In the R-code below we compute this (and we include a division by 6 inside the recursion because the numbers $a_{1000}$ and $6^{999}$ are too large to compute directly). The result is $0.473981098314988$, the same as the computation with the Markov Chain.
Analytic/Estimate
Method 1: wrong
You might think, the probability to have in any set of 5 neighboring dices, 5 of the same numbers, is $\frac{1}{6^4} = \frac{1}{1296}$, and since there are 996 sets of 5 neighboring dices the probability to have in at least one of these sets 5 of the same dices is:
$$ 1-(1-\frac{1}{6^4})^{996} \approx 0.536$$
But this is wrong. The reason is that the 996 sets are overlapping and not independent.
Method 2: correct
A better way is to approximate the Markov chain that we computed above. After some time you will get that the occupation of the states, with 1,2,3,4 of the same number in a row, are more or less stable and the ratio's will be roughly $1/6,1/6^2,1/6^3,1/6^4$ (*).
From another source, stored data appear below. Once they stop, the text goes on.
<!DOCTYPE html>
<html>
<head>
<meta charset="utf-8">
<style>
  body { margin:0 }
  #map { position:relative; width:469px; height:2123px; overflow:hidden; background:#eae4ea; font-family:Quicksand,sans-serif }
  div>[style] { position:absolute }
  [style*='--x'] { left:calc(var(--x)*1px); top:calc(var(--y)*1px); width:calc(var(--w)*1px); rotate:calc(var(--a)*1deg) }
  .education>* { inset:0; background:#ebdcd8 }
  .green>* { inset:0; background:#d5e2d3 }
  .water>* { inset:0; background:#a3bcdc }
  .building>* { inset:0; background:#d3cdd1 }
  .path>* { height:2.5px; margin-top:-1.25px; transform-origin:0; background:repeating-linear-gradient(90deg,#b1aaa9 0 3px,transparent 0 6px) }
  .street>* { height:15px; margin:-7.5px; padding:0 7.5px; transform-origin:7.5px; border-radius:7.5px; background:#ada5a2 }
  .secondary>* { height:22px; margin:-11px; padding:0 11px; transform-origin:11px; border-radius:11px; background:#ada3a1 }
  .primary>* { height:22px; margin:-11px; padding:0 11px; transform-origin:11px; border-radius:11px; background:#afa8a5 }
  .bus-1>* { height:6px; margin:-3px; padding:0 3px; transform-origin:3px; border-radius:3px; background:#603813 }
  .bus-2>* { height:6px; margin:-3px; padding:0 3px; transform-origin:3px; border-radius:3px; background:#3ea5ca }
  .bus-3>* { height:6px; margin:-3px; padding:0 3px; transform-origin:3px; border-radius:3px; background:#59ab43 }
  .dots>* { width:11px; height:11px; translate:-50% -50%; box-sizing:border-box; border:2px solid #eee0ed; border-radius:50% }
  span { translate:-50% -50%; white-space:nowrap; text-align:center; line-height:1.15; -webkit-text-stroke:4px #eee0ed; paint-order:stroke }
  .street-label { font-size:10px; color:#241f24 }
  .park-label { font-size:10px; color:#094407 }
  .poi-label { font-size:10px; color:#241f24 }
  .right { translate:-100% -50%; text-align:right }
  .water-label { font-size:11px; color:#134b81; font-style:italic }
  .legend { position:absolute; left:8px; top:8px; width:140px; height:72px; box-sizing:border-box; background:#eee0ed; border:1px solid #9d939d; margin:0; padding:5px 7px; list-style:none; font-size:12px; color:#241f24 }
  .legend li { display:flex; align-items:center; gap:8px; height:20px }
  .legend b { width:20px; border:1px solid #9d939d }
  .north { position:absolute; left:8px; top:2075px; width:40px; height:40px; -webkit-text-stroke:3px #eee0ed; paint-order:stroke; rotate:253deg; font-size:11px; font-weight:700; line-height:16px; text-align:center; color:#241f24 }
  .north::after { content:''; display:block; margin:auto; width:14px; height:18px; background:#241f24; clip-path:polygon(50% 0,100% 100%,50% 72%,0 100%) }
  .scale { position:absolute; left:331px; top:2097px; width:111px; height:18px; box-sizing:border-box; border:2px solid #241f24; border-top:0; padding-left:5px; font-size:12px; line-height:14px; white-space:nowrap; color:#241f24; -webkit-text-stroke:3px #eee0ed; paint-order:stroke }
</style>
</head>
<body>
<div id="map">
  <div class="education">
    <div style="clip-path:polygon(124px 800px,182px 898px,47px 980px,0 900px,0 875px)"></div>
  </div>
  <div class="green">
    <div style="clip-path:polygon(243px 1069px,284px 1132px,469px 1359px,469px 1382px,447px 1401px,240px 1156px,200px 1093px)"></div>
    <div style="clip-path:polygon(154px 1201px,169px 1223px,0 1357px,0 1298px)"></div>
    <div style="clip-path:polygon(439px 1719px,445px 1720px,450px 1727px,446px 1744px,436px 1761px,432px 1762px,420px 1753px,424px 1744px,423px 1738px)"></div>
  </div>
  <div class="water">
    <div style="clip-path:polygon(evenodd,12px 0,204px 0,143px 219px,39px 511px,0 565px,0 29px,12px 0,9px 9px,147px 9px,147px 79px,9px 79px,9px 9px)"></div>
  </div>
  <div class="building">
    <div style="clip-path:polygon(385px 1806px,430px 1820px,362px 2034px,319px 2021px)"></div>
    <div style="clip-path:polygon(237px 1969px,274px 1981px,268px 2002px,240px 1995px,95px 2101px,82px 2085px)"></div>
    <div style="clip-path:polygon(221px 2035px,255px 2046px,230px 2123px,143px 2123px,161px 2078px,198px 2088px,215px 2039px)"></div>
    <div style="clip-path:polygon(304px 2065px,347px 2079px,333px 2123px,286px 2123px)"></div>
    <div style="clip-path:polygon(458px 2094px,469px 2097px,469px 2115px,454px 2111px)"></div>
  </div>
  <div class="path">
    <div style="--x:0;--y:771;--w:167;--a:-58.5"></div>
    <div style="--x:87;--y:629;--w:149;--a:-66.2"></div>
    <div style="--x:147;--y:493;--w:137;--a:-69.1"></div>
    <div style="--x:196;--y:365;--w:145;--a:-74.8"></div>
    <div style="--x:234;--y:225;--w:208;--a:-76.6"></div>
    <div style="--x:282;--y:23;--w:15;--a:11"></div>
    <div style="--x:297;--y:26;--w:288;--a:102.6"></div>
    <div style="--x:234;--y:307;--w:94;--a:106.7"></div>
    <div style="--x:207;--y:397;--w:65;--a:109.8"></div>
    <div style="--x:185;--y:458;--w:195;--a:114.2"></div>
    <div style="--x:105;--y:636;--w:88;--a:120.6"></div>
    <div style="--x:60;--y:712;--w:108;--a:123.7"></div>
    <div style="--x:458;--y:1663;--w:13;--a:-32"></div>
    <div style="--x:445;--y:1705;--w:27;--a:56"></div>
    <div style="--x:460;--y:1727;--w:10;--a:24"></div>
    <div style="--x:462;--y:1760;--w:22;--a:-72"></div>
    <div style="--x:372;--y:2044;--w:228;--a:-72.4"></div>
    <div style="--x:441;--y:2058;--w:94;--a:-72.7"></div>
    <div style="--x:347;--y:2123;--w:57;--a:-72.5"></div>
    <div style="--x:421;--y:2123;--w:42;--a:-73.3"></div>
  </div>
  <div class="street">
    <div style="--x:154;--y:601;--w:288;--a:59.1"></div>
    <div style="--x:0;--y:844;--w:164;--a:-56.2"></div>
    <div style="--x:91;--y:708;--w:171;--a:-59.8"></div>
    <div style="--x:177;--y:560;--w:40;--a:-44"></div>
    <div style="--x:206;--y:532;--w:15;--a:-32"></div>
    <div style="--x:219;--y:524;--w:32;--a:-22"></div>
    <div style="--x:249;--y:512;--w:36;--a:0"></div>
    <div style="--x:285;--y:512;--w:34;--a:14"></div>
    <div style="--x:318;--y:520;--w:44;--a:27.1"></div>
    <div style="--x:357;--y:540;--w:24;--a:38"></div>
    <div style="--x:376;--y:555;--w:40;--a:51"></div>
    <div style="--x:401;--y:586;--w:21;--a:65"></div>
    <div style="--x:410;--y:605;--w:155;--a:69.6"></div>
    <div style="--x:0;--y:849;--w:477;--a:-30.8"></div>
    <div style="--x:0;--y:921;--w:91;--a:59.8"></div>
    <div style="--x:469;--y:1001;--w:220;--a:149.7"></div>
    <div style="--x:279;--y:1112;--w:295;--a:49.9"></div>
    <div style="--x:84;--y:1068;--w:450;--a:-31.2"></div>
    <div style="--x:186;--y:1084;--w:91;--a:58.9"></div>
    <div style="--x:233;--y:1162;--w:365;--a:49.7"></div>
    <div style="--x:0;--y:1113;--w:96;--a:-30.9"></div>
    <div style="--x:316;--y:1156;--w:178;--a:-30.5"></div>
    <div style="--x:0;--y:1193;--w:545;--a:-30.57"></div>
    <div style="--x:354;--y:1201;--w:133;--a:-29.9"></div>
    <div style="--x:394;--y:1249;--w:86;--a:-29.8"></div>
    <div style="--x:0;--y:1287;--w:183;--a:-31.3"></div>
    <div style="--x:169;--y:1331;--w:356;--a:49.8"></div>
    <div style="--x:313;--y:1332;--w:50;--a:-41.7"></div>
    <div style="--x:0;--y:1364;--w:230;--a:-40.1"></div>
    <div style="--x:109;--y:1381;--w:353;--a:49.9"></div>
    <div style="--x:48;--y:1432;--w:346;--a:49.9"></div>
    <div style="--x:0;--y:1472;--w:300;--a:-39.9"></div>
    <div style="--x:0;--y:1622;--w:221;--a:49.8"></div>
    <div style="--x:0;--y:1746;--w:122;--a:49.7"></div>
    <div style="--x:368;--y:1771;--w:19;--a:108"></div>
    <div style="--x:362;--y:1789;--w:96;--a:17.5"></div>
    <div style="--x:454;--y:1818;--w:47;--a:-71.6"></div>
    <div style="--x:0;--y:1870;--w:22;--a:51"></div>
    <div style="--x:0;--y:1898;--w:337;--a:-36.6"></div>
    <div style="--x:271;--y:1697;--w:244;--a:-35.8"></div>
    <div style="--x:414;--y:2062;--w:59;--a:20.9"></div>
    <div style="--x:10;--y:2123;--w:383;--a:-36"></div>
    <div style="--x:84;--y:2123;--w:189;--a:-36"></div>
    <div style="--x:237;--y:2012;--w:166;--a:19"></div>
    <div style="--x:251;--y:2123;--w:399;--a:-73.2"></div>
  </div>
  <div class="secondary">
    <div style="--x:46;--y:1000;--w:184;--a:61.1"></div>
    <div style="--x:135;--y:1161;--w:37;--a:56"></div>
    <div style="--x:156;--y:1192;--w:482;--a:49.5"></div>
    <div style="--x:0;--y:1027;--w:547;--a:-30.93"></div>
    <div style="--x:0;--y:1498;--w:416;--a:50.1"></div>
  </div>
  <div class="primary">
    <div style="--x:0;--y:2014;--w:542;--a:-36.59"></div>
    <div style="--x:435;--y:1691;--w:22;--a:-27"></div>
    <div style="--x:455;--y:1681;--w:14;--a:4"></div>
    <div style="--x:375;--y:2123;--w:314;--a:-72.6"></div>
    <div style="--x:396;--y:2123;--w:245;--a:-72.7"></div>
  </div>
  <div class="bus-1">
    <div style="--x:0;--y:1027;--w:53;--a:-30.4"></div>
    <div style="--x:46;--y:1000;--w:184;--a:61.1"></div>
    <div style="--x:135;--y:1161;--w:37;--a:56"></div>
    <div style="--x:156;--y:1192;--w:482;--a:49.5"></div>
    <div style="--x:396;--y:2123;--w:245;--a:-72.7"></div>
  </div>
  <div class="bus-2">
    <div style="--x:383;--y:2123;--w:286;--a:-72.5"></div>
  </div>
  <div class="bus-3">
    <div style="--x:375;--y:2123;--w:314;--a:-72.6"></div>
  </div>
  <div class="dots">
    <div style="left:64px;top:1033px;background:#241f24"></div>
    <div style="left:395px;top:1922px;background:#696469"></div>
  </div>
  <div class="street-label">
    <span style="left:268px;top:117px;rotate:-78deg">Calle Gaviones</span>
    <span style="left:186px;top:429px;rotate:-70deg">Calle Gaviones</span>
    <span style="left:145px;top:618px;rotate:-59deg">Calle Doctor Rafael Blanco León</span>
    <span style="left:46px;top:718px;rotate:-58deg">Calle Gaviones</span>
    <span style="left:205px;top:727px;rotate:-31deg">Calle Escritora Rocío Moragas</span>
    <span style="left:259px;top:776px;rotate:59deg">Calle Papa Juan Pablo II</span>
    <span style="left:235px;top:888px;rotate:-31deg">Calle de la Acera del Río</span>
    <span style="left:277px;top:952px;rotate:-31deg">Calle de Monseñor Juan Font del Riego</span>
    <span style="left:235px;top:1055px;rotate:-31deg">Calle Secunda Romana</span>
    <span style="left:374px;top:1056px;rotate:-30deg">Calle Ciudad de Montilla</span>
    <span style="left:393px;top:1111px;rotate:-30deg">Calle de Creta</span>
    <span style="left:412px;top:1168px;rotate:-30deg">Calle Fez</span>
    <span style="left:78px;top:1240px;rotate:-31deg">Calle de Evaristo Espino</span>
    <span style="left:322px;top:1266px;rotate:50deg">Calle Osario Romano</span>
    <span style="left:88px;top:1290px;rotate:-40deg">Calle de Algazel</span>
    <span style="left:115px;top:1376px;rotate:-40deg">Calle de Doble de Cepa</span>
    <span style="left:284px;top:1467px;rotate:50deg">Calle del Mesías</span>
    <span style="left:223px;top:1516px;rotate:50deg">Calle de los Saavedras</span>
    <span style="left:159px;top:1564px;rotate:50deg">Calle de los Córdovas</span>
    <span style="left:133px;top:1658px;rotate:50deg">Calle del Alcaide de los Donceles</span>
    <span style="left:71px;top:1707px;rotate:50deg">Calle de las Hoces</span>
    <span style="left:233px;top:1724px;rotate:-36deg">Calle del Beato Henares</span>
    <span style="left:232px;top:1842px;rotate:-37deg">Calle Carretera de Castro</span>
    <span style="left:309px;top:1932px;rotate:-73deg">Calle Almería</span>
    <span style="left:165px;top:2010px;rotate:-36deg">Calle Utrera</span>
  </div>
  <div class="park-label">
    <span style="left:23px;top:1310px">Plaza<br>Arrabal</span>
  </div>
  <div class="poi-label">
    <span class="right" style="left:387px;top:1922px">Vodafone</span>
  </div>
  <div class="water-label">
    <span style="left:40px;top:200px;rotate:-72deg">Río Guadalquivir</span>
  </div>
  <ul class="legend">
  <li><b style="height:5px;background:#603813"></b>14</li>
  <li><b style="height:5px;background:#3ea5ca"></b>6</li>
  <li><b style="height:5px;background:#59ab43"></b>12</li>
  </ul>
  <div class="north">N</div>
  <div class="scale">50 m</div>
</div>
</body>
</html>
Thus the fraction of the time that we have 4 in a row is:
$$\text{frequency 4 in a row} = \frac{1/6^4}{1/6+1/6^2+1/6^3+1/6^4}$$
If we have these 4 in a row then we have a 1/6-th probability to finish the game. So the frequency of finishing the game is
$$\text{finish-rate} = \frac{1}{6} \text{frequency 4 in a row} = \frac{1}{1554}$$
and the probability to be finished after $k$ steps is approximately
$$P_k \approx 1-(1-\frac{1}{1554})^{k-4} \underbrace{\approx 0.47330}_{\text{if $k=1000$}}$$
much closer to the exact computation.
(*) The occupation in state $k$ during roll $j$ will relate to the occupation in state $k-1$ during roll $j-1$. We will have $x_{k,j} = \frac{1}{6} x_{k-1,j-1} \approx \frac{1}{6} x_{k-1,j}$. Note that this requires that you have $x_{k-1,j} \approx x_{k-1,j-1}$, which occurs when the finish-rate is small. If this is not the case, then you could apply a factor to compensate, but the assumption of relatively steady ratio's will be wrong as well.
Related problems
This latter related problem gives a different approximation based on expectation values and estimates the distribution as an overdispersed Poisson distribution. Giving an approximation $1- \exp \left(-(1000-5+1)\left(\frac{1}{6^4}\right) /1.2 \right)\approx 0.4729354$ which isn't bad either.